→ Problem details
Filter the entries that follow, copying every line in which the word "body" appears.

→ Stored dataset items
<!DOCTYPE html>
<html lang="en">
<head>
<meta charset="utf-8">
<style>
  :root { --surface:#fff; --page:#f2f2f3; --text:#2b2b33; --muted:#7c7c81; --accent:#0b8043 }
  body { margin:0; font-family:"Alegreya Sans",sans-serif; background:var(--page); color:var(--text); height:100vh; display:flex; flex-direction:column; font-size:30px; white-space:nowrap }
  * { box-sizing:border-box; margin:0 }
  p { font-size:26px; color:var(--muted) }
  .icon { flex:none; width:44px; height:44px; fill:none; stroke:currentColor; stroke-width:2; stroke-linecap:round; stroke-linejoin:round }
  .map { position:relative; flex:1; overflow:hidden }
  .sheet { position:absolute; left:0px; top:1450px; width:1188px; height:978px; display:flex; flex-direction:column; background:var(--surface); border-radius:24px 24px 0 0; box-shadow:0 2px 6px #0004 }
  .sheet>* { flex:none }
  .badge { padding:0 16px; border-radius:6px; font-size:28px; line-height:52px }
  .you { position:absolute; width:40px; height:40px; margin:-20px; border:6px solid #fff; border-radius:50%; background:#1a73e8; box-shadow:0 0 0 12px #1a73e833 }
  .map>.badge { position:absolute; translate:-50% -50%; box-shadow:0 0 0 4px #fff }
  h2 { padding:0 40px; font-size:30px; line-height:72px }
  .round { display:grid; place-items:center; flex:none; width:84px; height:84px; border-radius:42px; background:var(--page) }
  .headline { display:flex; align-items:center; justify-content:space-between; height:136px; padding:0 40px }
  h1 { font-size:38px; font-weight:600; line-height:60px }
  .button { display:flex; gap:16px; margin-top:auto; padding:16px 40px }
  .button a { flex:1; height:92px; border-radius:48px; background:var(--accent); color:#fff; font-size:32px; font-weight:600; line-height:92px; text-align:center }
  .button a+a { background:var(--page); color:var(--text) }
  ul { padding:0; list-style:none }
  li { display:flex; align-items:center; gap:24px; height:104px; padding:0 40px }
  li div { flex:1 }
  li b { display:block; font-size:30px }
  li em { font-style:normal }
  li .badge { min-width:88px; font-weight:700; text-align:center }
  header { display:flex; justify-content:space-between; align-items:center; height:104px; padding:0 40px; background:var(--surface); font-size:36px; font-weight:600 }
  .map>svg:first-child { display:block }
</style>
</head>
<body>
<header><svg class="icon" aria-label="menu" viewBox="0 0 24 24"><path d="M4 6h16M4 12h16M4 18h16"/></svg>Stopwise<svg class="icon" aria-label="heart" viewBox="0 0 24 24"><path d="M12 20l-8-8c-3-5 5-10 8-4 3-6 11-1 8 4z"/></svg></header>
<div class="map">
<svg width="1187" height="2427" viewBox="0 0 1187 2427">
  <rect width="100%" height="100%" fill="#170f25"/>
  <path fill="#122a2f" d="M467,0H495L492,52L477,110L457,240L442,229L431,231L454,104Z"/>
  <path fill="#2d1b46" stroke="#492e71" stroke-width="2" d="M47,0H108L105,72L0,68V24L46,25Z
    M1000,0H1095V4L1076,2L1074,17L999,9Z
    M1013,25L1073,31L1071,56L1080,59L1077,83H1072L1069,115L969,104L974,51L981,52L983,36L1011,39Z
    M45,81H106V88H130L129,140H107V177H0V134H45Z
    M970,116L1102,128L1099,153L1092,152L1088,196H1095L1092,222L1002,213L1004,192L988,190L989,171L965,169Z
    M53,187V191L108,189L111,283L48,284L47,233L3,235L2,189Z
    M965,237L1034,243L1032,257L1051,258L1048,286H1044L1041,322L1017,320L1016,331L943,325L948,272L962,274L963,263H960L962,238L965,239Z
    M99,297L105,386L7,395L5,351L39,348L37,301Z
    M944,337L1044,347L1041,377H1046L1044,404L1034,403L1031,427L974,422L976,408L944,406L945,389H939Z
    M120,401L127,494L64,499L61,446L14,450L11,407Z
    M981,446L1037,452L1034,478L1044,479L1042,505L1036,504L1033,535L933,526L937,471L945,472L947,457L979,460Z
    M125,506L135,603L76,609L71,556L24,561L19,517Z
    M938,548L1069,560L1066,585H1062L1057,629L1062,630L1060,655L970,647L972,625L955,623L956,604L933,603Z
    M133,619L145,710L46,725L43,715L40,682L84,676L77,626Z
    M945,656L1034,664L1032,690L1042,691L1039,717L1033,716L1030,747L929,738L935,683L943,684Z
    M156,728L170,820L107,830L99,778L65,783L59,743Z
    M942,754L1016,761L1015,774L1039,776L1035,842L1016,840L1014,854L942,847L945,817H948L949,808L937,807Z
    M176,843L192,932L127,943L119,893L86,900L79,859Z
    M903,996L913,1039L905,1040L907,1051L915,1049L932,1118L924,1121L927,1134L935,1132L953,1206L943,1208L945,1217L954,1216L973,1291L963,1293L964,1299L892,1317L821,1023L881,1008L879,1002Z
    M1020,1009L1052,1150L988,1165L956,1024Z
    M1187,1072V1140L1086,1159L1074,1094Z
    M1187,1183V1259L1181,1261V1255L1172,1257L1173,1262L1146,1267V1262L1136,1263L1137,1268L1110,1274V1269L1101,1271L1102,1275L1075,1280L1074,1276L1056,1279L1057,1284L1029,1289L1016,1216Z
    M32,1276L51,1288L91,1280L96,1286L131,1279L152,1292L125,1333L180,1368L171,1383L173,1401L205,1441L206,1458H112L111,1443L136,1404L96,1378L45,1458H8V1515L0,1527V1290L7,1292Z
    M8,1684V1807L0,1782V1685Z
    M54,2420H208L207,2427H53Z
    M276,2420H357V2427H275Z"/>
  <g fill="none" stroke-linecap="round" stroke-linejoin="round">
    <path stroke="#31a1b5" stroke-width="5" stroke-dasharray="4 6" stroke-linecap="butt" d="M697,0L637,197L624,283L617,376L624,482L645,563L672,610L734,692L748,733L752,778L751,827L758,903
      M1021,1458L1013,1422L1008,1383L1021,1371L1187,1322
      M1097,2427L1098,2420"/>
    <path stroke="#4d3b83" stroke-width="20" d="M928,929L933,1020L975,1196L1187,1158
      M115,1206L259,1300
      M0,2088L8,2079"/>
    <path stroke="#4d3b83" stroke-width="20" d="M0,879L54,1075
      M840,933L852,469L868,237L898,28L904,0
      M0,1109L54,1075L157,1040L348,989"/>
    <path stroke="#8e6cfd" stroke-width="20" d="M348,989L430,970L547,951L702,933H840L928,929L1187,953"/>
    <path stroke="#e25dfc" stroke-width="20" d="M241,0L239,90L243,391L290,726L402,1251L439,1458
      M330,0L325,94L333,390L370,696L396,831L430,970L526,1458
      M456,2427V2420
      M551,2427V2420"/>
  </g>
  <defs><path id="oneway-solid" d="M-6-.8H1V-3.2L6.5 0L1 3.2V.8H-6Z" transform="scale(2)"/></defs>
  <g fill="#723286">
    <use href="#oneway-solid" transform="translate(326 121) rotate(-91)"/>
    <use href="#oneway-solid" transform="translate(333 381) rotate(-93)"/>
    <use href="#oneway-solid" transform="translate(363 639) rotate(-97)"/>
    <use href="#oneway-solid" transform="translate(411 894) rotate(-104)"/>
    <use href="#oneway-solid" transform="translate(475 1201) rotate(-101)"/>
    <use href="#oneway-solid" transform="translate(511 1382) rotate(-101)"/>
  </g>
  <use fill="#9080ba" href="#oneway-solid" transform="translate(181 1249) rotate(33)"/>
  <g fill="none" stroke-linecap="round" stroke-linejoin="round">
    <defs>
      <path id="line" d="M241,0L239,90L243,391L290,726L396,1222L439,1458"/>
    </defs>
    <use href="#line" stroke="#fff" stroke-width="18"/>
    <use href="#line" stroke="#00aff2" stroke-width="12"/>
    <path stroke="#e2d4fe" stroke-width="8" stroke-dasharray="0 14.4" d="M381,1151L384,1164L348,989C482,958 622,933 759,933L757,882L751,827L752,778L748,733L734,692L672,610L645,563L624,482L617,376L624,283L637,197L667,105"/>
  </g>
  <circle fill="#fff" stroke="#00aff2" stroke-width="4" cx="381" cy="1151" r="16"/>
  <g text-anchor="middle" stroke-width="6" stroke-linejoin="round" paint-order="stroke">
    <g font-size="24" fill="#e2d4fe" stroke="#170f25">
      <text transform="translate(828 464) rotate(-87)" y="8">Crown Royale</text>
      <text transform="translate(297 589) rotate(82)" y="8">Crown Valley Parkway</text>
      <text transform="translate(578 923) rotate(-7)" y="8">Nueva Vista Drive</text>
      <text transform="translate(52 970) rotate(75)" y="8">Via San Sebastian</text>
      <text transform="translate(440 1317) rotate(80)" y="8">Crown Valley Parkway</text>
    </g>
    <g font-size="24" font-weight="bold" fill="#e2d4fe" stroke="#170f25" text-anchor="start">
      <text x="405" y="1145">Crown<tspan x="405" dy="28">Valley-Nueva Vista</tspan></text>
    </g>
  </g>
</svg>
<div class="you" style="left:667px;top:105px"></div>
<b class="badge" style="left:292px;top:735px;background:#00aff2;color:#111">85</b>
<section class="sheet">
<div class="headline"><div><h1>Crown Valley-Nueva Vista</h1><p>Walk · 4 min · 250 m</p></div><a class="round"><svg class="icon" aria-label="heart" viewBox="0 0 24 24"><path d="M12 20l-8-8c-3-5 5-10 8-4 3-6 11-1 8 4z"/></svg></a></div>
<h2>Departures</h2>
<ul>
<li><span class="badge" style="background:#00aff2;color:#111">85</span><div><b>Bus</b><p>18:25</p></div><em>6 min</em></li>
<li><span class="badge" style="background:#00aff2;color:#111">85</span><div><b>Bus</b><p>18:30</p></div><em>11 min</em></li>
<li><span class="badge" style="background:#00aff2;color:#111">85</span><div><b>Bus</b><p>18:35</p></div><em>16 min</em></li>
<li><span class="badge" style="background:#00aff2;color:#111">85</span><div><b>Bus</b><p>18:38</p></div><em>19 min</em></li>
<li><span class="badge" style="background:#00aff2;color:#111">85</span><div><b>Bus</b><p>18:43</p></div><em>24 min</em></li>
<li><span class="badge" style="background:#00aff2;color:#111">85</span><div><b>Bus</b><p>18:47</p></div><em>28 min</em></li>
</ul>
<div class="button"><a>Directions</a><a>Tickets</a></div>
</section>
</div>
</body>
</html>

→ Written reply
  body { margin:0; font-family:"Alegreya Sans",sans-serif; background:var(--page); color:var(--text); height:100vh; display:flex; flex-direction:column; font-size:30px; white-space:nowrap }
<body>
</body>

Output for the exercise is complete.